Así, en la versión de Wilson (Jesus: A life, 1992) que Caputo toma como referencia, el centro de la historia no son los personajes, sino Dios mismo. Aquí el punto no es cómo proceden los personajes; sino cómo actúa Yahvé y Yahvé actúa otorgando su misericordia de un modo que supera todo juicio. Ofrece su amor de modo indiferenciado al pecador y al hombre de bien. Es más, y esto no lo dice Caputo, lo ofrece con preferencia al pecador; porque así como se hace fiesta por el hijo perdido y no por el que siempre estuvo en casa, el Señor se alegra más en el que regresa que en el que siempre estuvo. De hecho, la parábola del “hijo pródigo” a la que hago referencia es un perfecto ejemplo de lo que trato de presentar aquí.

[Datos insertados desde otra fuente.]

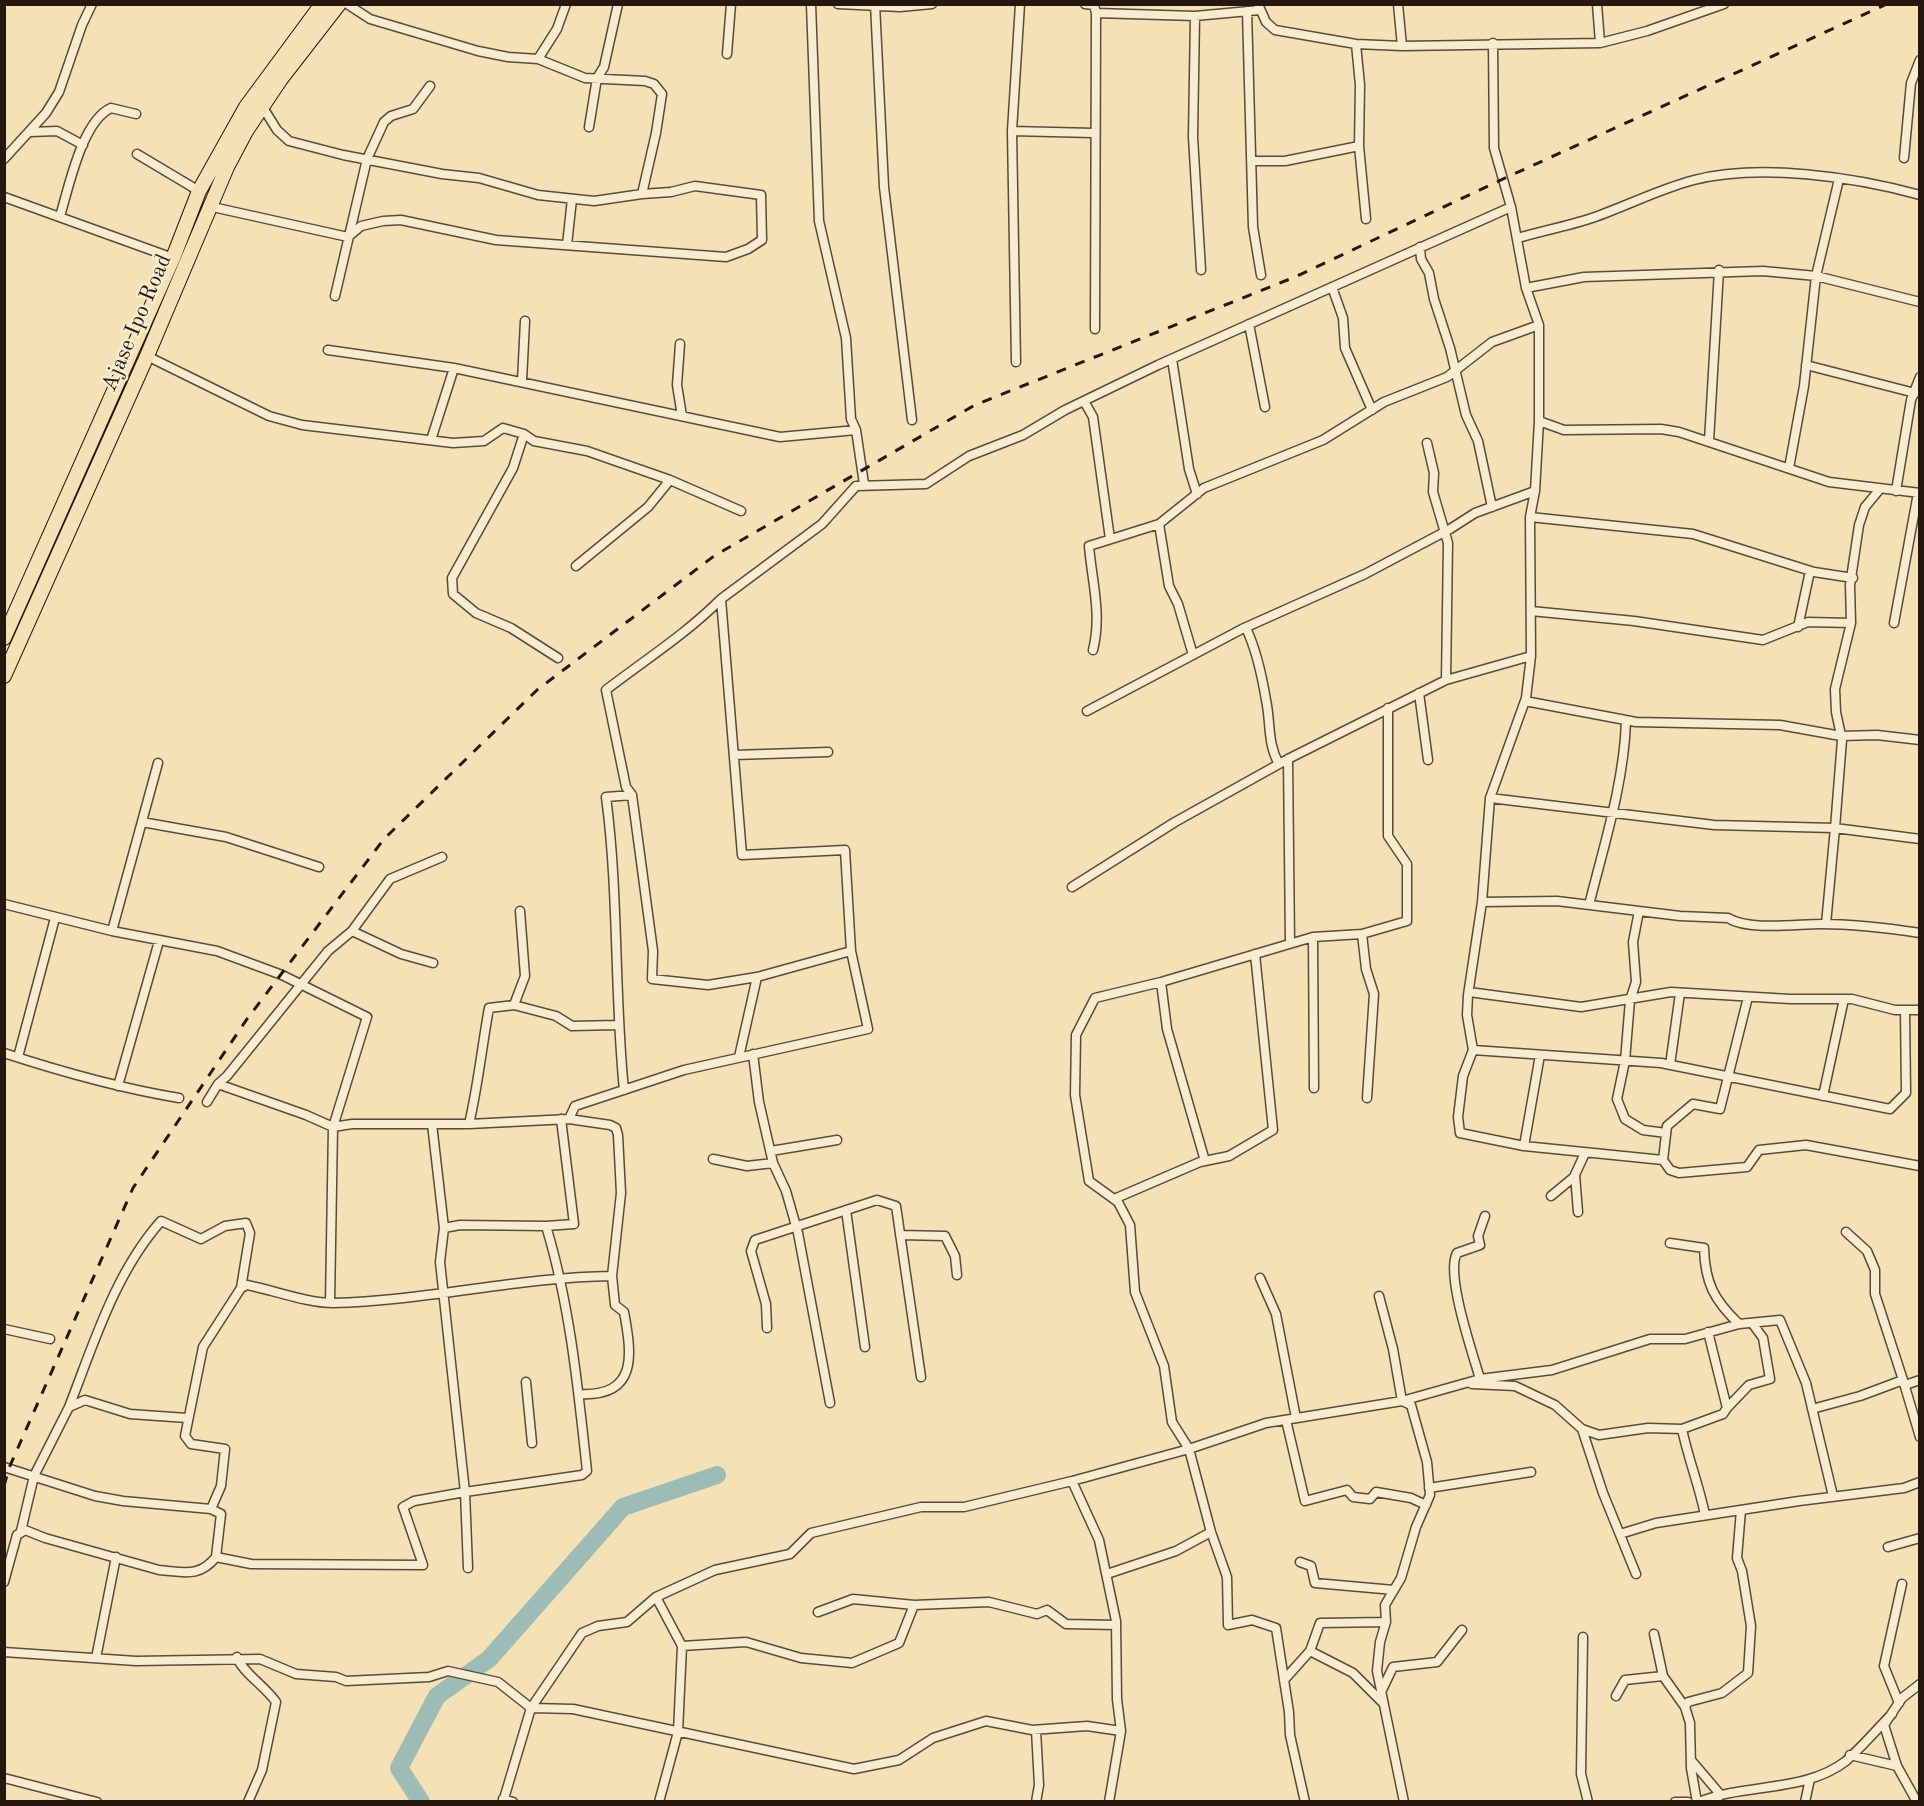 <!DOCTYPE html>
<style>
body{margin:0}
#map{position:relative;width:1924px;height:1806px;overflow:hidden;background:#f4e1b6;font-family:"Old Standard TT",serif}
canvas{display:block}
.frame{position:absolute;inset:0;border:6px solid #26170f;pointer-events:none}
</style>
<div id="map">
<canvas width="1924" height="1806"></canvas>
<div class="frame"></div>
</div>
<script>
const ctx = document.querySelector('canvas').getContext('2d');
ctx.lineJoin = 'round';
function stroke(path, color, width, dash) { ctx.strokeStyle = color; ctx.lineWidth = width; ctx.lineCap = dash ? 'butt' : 'round'; ctx.setLineDash(dash || []); ctx.stroke(path); }
function label(font, color, halo, rows, align = 'center') {
  ctx.font = font + ' "Old Standard TT",serif'; ctx.lineWidth = 5; ctx.setLineDash([]); ctx.textBaseline = 'middle'; ctx.strokeStyle = halo; ctx.fillStyle = color; for (const [text, x, y, turn = 0] of rows) {
    ctx.save(); ctx.translate(x, y); ctx.rotate((+turn || 0) * Math.PI / 180); ctx.textAlign = isNaN(turn) ? turn : align; if (halo) ctx.strokeText(text, 0, 0); ctx.fillText(text, 0, 0); ctx.restore();
  }
}
stroke(new Path2D(`
 M421,1802L399,1768L437,1696L489,1659L623,1507L717,1475`), '#9ebcb6', 18);
const minor = new Path2D(`
 M811,4L819,221L846,338L851,419L856,430L864,484
 M838,4L900,7L932,4
 M875,4L884,187L912,420
 M1085,4L1094,5L1096,13L1195,16L1260,10
 M1258,4L1266,22L1275,30L1356,44L1402,46L1600,43L1647,31L1724,4
 M1398,4L1402,46
 M1597,4L1600,43
 M1247,11L1253,227L1261,275
 M1195,16L1193,137L1201,270
 M1493,43L1494,148L1511,207L1526,288L1539,325V421L1535,491L1530,517L1531,656L1526,698L1490,798L1482,902L1468,995L1467,1015L1473,1050L1463,1076L1458,1117L1460,1133L1524,1146L1663,1160
 M1356,44L1360,85L1359,146L1366,219
 M727,54L731,4
 M538,59L557,29L566,4
 M262,106L277,130L289,141L343,155L442,174L479,178L538,195L594,201L642,194L656,133L662,94L654,84L645,81L585,78L538,59L508,57L478,51L370,19L347,4
 M589,127L597,78L604,67L618,4
 M1012,131L1093,133
 M30,132L57,131L83,145
 M137,154L199,191
 M1904,158L1911,83L1920,60
 M4,159L46,113L59,92L82,25L92,4
 M1252,161H1285L1359,146
 M4,197L173,258
 M208,206L348,237L361,226L383,221L401,220L496,240L726,257L748,249L762,240L761,195L695,186L671,192L642,194
 M60,216C69,187 82,121 111,108L136,114
 M1518,238C1542,231 1568,226 1592,218C1627,206 1659,189 1694,180C1760,163 1855,177 1920,195
 M567,245L572,199
 M1420,247L1421,259L1429,273L1434,299L1450,348L1466,415L1478,441L1492,507
 M1332,287L1343,318L1345,348L1372,410
 M1526,288L1584,277L1763,271L1816,276L1920,302
 M335,296L367,159L384,122L391,116L413,109L430,86
 M1249,324L1265,407
 M1095,329L1096,13
 M680,344L677,385L682,416
 M328,350L454,368
 M147,356L269,416L302,425L453,443L484,441L503,428L524,434L534,441L587,451L670,480L741,511
 M1172,359L1189,469L1197,494
 M1016,362L1012,131L1020,4
 M1806,365L1915,393
 M522,381L525,321
 M1084,401L1093,417L1110,539
 M1539,421L1564,430L1661,429L1679,432L1829,482L1920,493
 M524,434L513,468L452,578L453,594L476,613L511,628L558,658
 M431,440L454,368L780,437L856,430
 M1709,441L1719,270
 M1427,443L1434,473L1433,492L1448,543L1446,680
 M1789,468L1804,386L1816,276L1839,179
 M1880,489L1865,507L1859,525L1850,585L1851,623L1835,689L1836,712L1842,740L1835,828L1920,839
 M1896,491L1911,400L1920,377
 M1530,517L1693,534L1814,572L1853,578
 M1159,524L1169,586L1178,604L1193,655
 M576,566L648,507L670,480
 M721,599C686,634 645,660 606,690L626,787L632,795L653,951L652,979L708,985L757,977L851,951L845,850L742,855L721,599L822,524L856,486L926,484L969,456L1023,435L1065,410L1158,365L1511,207
 M1531,611L1634,621L1763,640L1808,622L1851,623
 M1894,623L1918,493
 M1798,627L1810,571
 M1246,628C1256,649 1262,676 1266,700C1271,723 1267,743 1279,764
 M1093,650C1102,614 1092,582 1089,546L1159,524L1204,488L1323,440L1384,402L1447,377L1492,342L1539,325
 M1419,693L1428,760
 M1525,701L1636,722L1780,725L1841,736L1877,735L1920,740
 M1087,711L1242,629L1365,574L1450,529L1475,513L1535,491
 M734,755L828,752
 M1288,759L1290,943
 M1490,798L1714,825L1835,828L1826,924
 M142,822L226,837L319,867
 M1072,887L1175,822L1288,759L1446,680L1531,656
 M1482,902L1557,901L1680,916L1728,918C1749,931 1797,924 1821,924C1854,924 1887,928 1920,933
 M4,904L112,931L217,951L282,975L367,1017L333,1127L330,1303
 M1589,905C1604,845 1624,783 1626,721
 M1639,911L1633,942L1636,982L1630,1000L1625,1061L1617,1099L1625,1119L1643,1130L1666,1133
 M112,931L158,763
 M352,931L390,879L442,857
 M1362,934L1366,969L1374,994L1367,1098
 M1313,937L1314,1088
 M433,963L401,954L352,931L328,951L227,1076L218,1084L306,1115L333,1127L352,1124H469L569,1119L575,1106L684,1070L868,1029L851,951
 M1161,982L1167,1029L1205,1161
 M1469,992L1581,1007L1671,992L1790,999H1852L1895,1010H1920
 M1748,997L1720,1109L1693,1104L1667,1126L1663,1160L1670,1170L1679,1173L1747,1167L1759,1150L1806,1145L1920,1166
 M514,1005L556,1016L572,1026L617,1025
 M1473,1050L1661,1063L1890,1109L1906,1093L1905,1010
 M4,1053C62,1072 119,1088 179,1098
 M753,1054L759,1102L773,1163L786,1191L798,1233L830,1403
 M18,1057L55,918
 M739,1057L757,977
 M1670,1065L1680,993
 M118,1086L159,941
 M624,1090C614,992 619,894 606,797L632,795
 M1823,1096L1844,999
 M207,1102L218,1084
 M569,1119L610,1125L616,1128L618,1135L621,1193L612,1276L615,1305L624,1312C632,1355 638,1397 579,1394
 M432,1124L444,1228L440,1262L465,1492L582,1475L587,1471C578,1388 570,1305 546,1226L460,1225L444,1228
 M469,1124C478,1086 482,1046 489,1008L514,1005L525,976L520,911
 M1524,1146L1540,1055
 M771,1151L837,1140
 M713,1159L747,1166L773,1163
 M1575,1175L1578,1212
 M1551,1196L1574,1177L1585,1153
 M1114,1199L1200,1162L1229,1156L1273,1130L1255,954
 M846,1210L865,1347
 M546,1226L574,1224L561,1119
 M1846,1232L1867,1251L1875,1270V1294L1903,1380
 M900,1235L945,1236L955,1256L957,1275
 M1670,1243L1704,1248C1705,1283 1714,1300 1739,1324
 M1260,1278L1276,1314L1296,1418
 M1379,1296L1393,1349L1402,1401L1411,1405L1427,1462L1430,1495L1416,1527L1401,1578L1385,1605L1386,1622L1380,1642L1377,1671L1404,1802
 M767,1328L766,1304L751,1251L755,1240L877,1200L896,1206L921,1377
 M4,1329L50,1339
 M1480,1379L1552,1370L1650,1339H1685L1739,1324L1780,1320L1806,1383L1833,1496
 M526,1382L532,1443
 M1472,1384L1515,1386L1555,1405L1582,1429L1603,1493L1636,1574
 M1905,1385L1920,1380
 M69,1407C94,1343 115,1273 161,1221L201,1239L225,1226L246,1223L250,1233L241,1288
 M1727,1408L1749,1385L1770,1379L1763,1338L1752,1323
 M1812,1409L1860,1396L1903,1380L1920,1437
 M1286,1420L1305,1501L1347,1490L1353,1497L1370,1499L1376,1492L1411,1498L1426,1505
 M1582,1429L1599,1435L1648,1428L1682,1429L1723,1414L1727,1408L1708,1332
 M1682,1429C1688,1458 1699,1485 1705,1515
 M4,1467L95,1496L123,1501L211,1509L221,1486L225,1449L191,1444L185,1436L203,1347L241,1288L247,1285C273,1290 307,1303 333,1303C426,1301 519,1277 612,1276
 M1072,1481L1189,1449L1266,1423L1402,1401L1480,1379C1473,1354 1445,1274 1457,1253L1480,1245L1478,1236L1485,1216
 M1429,1488L1531,1472
 M211,1509L221,1514L216,1557
 M21,1531L34,1476L69,1407L85,1400L130,1414L187,1418
 M1620,1534L1656,1523L1799,1501L1904,1488L1920,1482
 M1888,1547L1920,1538
 M1300,1562L1311,1566L1315,1583L1394,1590
 M1107,1574L1176,1551L1211,1532
 M4,1582L17,1535L25,1530L45,1538L159,1570C184,1572 199,1578 216,1557L251,1564L423,1565L403,1507L414,1501L465,1492L468,1568
 M656,1597L682,1646L678,1732L659,1802
 M818,1612L853,1599L914,1605L989,1602L1037,1614L1047,1610L1066,1624L1116,1625
 M1654,1634L1663,1676L1685,1707L1690,1723L1691,1768L1697,1802
 M1583,1637L1581,1774L1588,1802
 M682,1646L746,1642L801,1658L852,1663L899,1643L914,1605
 M1310,1651L1353,1673L1382,1702
 M4,1652L136,1661L260,1659L296,1674L336,1677L346,1681L429,1677L448,1671L498,1682L531,1708L573,1709L854,1769L899,1760L933,1738L986,1721L1032,1730L1087,1726L1121,1731
 M237,1657C241,1671 266,1687 276,1702L262,1770L248,1802
 M96,1658L116,1557
 M1284,1680L1310,1651L1320,1623L1386,1622
 M1381,1692L1393,1667L1437,1662L1462,1630
 M1616,1696L1625,1680L1663,1676
 M1899,1703L1884,1666L1902,1584
 M1685,1707L1688,1702L1722,1693L1748,1673L1751,1626L1742,1571L1737,1558L1741,1510
 M1036,1730L1039,1785L1036,1802
 M1850,1755L1897,1766
 M1691,1760L1719,1793L1717,1802
 M4,1778L97,1802
 M503,1799L513,1802
 M503,1802L531,1708L582,1633L598,1626L627,1622L656,1597L715,1570L790,1554L811,1533L921,1507H964L1072,1481L1099,1540L1116,1621L1117,1699L1121,1731L1109,1802
 M1305,1802L1290,1735L1289,1712L1276,1628L1252,1620L1228,1625L1227,1577L1211,1532L1189,1449L1172,1422L1164,1366L1135,1292L1130,1225L1118,1202L1089,1181L1075,1095L1076,1035L1095,998L1161,982L1313,937L1362,934L1407,921V864L1388,836V708
 M1675,1802H1688
 M1699,1802C1744,1783 1805,1793 1846,1761C1862,1747 1877,1729 1892,1714
 M1805,1802L1810,1779
 M1917,1802L1897,1766L1884,1725L1902,1698L1920,1684`);
const trunk = new Path2D(`
 M4,638L173,258L199,191L246,107L322,4
 M4,676L147,356L227,167L246,131L280,80L339,4`);
stroke(minor, '#5a4a39', 11);
stroke(trunk, '#26170f', 16);
stroke(minor, '#f8ecd0', 8);
stroke(trunk, '#f4e1b6', 14);
stroke(new Path2D(`
 M4,1486L9,1468L133,1188L247,1019L384,839L537,690L714,556L975,405L1295,277L1503,179L1887,4`), '#26170f', 3, [10, 10]);
label('22px', '#26170f', '#f8ecd0', [
 ["Ajase Ipo Road",137,323,-67]
]);
</script>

Las personas que solemos ir a misa con frecuencia y hace varios años sabemos que está de moda hace tiempo llamar a esta parábola la del “padre bueno” por el tema de la centralidad del amor de Dios. Esto es correcto, pero Caputo introduce un nuevo matiz: más que del padre bueno, conviene llamarla la del “padre pródigo”, porque, en efecto, lo que hay aquí es un derroche de misericordia. No un acto juicioso y proporcionado, sino un exceso. Esa es la misericordia de Dios, la que supera todo juicio.